Doctors, five others held in Mexican stolen babies case

6 November 2009
 
 

Doctors, five others held in Mexican stolen babies case

November 6, 2009 -- Updated 2338 GMT (0738 HKT)
Vanesa Edith Castillo Guzmán is reunited with her daughter Diana Fernanda Castillo.
Vanesa Edith Castillo Guzmán is reunited with her daughter Diana Fernanda Castillo.
STORY HIGHLIGHTS
  • Authorities: Doctors, hospital personnel would tell parents that babies had died
  • Three others accused of buying children, registering them as their own
  • One abducted baby has been reunited with mother, officials say

Mexico City, Mexico (CNN) -- Mexican authorities have arrested three doctors, a nurse and a receptionist accused of stealing newborns at a private hospital and selling them, the Mexico City attorney general's office says.

A married couple and a woman also were arrested on charges that they bought two newborn girls and registered them as their own offspring, said Luis Genaro Vasquez Rodriguez, an official with the attorney general's office.

The doctors and hospital personnel would tell parents from whom the children were stolen that their babies had died, authorities said Wednesday.

One of the abducted babies, Diana Fernanda Castillo, has been reunited with her biological mother. Authorities who found the baby and confirmed her identity through genetic tests handed her over to her mother, Vanesa Edith Castillo Guzmán, on Thursday.

Authorities said they arrested Drs. Victor Manuel Mancera Gonzalez, 74; Jorge Adalberto Guerrero Bustos, 55; and Alfredo Ortiz Rosas, 52. Nurse Maria Guadalupe Castro Morales, 58, and receptionist Leonel Rodriguez Mondragon also were arrested, the attorney general's office said in a statement posted on its Web site.

All the suspects were charged with trafficking in minors, using false documents and organized crime.

Other suspects arrested were married couple Antonio Merino Hernandez, 46, and Maria de la Luz Ruiz Padilla, 39, as well as psychologist Cinthia Nayeli Perez Ortiz, 37, officials said. In both cases, authorities said, they were sold babies born in Mexico City's Hospital Central de Oriente.

According to the Mexico City attorney general's office:

Castillo told officials that her daughter was born at 5:11 p.m. October 25, 2008. She never saw her but heard her cry. The mother repeatedly asked Ortiz Rosas to let her see her daughter, but he told her it would be later, once she recovered from the anesthesia and Caesarean section surgery she had undergone.

Later, Mancera Gonzalez told Castillo that her baby had been taken to the "Moctezuma" Infants Hospital. The next day, Ortiz told her, "Your daughter died. There was nothing that could be done for her. She was born with insufficient respiratory ability. I tried to save her, but she died." He also told her the body had been cremated.

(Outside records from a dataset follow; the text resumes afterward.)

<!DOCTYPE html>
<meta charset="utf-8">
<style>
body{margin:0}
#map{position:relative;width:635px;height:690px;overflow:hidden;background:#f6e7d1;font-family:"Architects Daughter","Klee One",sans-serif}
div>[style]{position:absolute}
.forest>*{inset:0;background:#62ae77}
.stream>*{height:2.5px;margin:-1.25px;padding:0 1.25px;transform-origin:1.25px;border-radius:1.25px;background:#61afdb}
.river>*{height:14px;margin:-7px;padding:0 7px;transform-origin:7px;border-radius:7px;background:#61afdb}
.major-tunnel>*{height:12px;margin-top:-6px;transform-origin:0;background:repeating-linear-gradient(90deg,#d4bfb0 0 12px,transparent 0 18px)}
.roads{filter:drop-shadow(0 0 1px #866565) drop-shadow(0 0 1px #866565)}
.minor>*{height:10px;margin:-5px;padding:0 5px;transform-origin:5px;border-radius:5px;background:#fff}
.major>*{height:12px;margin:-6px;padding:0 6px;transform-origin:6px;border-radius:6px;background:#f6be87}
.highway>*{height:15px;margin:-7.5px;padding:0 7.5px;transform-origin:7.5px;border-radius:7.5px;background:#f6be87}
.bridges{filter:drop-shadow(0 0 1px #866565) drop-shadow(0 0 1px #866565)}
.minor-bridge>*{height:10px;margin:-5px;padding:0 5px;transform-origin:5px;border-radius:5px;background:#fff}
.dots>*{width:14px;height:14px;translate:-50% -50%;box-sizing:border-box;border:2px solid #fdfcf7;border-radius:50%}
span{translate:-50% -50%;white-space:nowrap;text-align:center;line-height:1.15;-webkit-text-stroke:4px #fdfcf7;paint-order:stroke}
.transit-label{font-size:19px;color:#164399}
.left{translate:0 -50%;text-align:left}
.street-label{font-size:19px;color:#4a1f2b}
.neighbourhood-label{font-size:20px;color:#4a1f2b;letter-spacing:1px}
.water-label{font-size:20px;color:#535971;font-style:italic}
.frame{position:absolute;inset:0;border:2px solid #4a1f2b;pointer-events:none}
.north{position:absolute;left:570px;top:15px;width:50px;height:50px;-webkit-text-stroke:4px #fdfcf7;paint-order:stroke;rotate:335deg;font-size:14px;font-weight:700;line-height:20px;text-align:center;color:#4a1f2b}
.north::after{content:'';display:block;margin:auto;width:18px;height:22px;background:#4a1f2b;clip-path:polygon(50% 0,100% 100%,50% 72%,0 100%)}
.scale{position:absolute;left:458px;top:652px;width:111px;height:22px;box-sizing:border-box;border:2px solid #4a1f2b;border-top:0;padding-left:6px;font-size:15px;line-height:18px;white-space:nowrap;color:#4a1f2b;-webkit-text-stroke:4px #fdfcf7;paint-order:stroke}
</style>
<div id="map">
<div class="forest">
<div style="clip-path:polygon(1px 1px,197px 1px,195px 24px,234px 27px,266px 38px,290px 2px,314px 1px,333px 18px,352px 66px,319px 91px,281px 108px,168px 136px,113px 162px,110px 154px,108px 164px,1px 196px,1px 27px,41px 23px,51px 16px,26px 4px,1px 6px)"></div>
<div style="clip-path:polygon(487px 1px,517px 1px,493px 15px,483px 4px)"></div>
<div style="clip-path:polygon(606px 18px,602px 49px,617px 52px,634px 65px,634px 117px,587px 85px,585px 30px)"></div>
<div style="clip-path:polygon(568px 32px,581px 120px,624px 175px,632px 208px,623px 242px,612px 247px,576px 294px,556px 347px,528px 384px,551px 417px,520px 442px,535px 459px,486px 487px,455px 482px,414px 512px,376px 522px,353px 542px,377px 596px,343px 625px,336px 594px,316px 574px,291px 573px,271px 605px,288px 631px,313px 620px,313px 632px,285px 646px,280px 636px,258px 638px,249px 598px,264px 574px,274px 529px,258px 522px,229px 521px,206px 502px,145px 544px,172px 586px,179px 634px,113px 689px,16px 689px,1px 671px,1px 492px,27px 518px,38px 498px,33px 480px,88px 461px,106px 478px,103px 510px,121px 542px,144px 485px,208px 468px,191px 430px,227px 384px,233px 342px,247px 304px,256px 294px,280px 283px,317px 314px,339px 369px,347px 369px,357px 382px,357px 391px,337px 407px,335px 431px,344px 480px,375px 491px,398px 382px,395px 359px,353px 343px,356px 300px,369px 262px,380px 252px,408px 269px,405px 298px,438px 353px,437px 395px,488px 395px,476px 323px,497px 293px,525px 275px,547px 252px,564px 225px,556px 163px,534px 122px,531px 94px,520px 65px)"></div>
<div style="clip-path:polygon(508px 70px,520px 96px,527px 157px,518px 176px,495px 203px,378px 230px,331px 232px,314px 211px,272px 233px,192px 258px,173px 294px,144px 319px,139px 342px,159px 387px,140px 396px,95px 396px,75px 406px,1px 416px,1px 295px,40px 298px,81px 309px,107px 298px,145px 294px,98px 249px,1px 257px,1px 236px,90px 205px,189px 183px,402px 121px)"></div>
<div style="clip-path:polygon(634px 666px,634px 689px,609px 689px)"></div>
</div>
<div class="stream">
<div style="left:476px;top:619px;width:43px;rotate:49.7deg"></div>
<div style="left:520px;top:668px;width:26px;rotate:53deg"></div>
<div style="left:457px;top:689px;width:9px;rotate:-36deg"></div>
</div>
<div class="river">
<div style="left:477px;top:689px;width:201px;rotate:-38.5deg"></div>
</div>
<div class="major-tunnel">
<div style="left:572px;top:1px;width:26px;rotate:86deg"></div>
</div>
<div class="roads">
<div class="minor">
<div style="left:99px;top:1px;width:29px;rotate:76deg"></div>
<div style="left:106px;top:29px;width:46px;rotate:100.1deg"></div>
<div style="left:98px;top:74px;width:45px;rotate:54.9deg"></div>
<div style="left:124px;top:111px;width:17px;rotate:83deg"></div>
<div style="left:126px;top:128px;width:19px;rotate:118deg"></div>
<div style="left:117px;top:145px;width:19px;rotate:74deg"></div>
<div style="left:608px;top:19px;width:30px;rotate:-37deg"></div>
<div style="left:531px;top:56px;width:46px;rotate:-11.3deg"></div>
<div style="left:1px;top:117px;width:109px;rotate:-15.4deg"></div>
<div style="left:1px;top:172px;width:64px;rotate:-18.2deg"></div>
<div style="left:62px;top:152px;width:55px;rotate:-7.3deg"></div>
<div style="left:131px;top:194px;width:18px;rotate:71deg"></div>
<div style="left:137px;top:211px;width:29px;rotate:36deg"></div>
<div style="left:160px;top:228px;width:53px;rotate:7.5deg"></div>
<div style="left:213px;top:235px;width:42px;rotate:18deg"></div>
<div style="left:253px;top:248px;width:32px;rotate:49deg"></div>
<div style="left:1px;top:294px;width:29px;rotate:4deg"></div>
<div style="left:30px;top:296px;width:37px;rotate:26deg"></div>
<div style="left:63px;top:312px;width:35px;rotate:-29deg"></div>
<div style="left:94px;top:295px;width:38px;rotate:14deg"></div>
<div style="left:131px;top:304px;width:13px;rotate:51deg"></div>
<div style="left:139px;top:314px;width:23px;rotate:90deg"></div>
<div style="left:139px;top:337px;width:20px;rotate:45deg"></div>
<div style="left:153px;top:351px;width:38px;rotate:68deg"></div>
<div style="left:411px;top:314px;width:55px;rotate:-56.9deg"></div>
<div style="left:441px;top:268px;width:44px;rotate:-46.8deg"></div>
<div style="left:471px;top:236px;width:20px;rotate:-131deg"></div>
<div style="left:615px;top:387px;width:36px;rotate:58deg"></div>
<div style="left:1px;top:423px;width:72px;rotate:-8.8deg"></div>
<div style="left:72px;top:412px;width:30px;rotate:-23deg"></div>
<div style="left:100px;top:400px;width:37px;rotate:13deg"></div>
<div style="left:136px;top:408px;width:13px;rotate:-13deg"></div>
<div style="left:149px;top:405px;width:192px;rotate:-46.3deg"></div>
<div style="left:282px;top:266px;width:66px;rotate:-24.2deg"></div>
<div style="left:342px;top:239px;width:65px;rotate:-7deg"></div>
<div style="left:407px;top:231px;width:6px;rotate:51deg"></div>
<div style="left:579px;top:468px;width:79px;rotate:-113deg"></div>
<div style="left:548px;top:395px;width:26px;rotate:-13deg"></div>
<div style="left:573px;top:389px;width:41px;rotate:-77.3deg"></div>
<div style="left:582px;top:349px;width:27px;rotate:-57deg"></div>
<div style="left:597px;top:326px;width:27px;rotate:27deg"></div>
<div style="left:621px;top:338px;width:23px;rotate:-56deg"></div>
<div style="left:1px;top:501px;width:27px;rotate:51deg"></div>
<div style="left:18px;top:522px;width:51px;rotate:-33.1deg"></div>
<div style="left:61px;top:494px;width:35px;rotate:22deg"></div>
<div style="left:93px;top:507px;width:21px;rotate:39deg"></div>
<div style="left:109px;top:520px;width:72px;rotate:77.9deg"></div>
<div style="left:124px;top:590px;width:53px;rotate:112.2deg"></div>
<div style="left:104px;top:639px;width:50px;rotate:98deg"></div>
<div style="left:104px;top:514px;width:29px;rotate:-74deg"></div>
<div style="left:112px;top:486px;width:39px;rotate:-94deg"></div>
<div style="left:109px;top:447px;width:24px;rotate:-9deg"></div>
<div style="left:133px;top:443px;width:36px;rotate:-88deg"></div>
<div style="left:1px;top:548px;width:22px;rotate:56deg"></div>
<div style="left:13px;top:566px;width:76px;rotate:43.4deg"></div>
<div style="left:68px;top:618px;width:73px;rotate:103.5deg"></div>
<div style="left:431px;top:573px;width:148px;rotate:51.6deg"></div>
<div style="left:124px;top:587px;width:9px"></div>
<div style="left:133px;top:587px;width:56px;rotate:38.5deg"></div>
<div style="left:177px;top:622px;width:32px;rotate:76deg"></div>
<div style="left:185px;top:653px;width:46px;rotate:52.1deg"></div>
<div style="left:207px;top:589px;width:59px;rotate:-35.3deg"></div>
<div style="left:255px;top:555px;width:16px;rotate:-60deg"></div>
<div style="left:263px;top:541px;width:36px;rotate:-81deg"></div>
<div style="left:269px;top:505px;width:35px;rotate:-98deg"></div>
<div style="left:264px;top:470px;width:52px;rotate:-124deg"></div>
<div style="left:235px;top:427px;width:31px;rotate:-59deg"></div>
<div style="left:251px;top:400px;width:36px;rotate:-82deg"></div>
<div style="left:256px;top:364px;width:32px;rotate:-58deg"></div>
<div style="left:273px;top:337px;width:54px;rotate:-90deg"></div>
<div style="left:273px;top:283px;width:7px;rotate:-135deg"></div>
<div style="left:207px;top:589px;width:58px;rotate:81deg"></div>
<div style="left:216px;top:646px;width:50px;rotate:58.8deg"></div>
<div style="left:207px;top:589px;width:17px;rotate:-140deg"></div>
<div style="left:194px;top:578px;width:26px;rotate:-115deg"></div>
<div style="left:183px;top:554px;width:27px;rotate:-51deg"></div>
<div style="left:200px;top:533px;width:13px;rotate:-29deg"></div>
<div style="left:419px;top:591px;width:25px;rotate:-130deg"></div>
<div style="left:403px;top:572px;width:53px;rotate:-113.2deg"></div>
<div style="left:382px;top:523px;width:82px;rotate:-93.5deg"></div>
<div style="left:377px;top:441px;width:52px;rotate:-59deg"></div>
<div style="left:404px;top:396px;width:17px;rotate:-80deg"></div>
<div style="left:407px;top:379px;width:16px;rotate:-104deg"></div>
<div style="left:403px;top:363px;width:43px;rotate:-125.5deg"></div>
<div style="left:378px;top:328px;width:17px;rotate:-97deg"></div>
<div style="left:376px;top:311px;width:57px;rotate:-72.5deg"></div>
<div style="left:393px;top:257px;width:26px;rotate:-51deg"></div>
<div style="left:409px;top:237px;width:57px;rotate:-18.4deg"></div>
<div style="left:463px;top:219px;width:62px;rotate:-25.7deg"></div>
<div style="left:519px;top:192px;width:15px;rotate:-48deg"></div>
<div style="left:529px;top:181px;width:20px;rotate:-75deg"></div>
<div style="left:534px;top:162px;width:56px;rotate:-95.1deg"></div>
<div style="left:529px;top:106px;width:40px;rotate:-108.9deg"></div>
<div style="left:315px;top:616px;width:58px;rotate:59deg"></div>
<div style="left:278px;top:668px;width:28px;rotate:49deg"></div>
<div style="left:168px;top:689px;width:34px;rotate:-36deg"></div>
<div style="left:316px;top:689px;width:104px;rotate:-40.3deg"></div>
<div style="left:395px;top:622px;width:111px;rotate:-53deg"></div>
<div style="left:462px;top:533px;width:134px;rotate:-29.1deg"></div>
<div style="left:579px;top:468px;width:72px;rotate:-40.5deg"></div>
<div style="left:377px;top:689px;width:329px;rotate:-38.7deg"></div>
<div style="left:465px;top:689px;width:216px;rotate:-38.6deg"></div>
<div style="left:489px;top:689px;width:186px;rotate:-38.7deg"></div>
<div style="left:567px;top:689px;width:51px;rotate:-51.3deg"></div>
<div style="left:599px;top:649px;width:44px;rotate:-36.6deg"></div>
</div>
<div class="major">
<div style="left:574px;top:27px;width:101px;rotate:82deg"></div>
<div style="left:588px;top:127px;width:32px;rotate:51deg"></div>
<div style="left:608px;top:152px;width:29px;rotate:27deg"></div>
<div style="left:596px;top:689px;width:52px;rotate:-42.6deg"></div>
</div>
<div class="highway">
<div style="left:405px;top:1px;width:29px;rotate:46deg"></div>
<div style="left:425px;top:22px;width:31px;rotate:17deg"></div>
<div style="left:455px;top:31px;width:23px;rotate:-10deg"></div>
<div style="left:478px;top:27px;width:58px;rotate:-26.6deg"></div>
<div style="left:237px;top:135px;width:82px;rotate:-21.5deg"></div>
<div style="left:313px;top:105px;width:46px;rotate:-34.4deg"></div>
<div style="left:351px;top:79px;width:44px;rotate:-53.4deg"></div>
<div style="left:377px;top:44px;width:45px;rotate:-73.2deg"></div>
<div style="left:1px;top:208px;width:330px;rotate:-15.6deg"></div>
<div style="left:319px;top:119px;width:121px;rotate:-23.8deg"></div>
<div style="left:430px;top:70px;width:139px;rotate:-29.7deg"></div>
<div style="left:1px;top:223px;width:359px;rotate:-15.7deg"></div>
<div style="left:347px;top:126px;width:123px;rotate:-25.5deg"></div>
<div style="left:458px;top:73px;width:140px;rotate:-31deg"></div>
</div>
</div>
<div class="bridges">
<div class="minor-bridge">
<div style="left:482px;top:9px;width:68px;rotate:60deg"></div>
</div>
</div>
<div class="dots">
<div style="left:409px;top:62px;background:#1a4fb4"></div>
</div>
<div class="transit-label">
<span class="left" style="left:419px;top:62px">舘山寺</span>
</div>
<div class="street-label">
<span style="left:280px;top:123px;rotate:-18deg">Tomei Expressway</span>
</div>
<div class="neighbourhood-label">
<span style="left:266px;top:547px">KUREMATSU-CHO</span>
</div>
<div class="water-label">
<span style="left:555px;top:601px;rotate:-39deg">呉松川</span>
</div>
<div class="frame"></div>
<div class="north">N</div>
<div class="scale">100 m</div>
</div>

Castillo asked the doctor for the baby's ashes or at least a death certificate October 27, and he replied: "I already told you. She died. I took her to be incinerated. There's nothing more to talk about or do. The documents are on the way."

She later received an e-mail from the clinic owner's son in which he told her that her daughter was alive. "Dr. Ortiz placed her with a family and, of course, received a lot of dough," the e-mail said.

The man who sent the e-mail and other witnesses were interviewed, and all said the baby was sold to a couple who lived in the San Vicente municipality in Mexico state.

That's how investigators arrested Ruiz Padilla and Merino Hernandez, who said they adopted the girl. Authorities believed that she was the Castillo's baby, but genetic tests proved that she wasn't.

The couple said the then-7-month-old girl was given to them in April, and she was the daughter of a woman who lived in the Tlalnepantla municipality in the state of Mexico.

They said they never met the biological mother, and their friend gave them signed documents legally turning the girl over to them.

The couple needed help registering the girl as their daughter, and that's how they met Mancera Gonzalez , who charged them 12,000 pesos (about $900).

The continuing investigation led officials to Perez Ortiz, who bought a baby girl for 15,000 pesos ($1,120) in November 2008 and registered the child as her daughter with documents provided to her.

Perez Ortiz told investigators that she first got in touch with another doctor five years ago, telling him she could not have children. The doctor, who is a fugitive, told her he could get her a baby from pregnant women who in many cases would abandon them or wished they would die.

The doctor told her he would persuade the mothers to keep the babies until 6½ months of pregnancy so he could remove them and inject them with a medication to mature their lungs and hearts. Then he would find couples or women who could not have children.

He told the psychologist she would have to pay 10,000 pesos ($750) up front and the remaining 5,000 pesos ($375) when he gave her the baby.

The woman did as told, but the doctor did not come through until late September or early October 2008, when he contacted her to ask whether she was still interested.

A while later, he told her to meet him at the "Puebla" metro station, where he gave her the baby girl. He also gave her a birth certificate showing that the girl had been born at Hospital Central de Oriente.

Genetic tests proved that this was Castillo's daughter.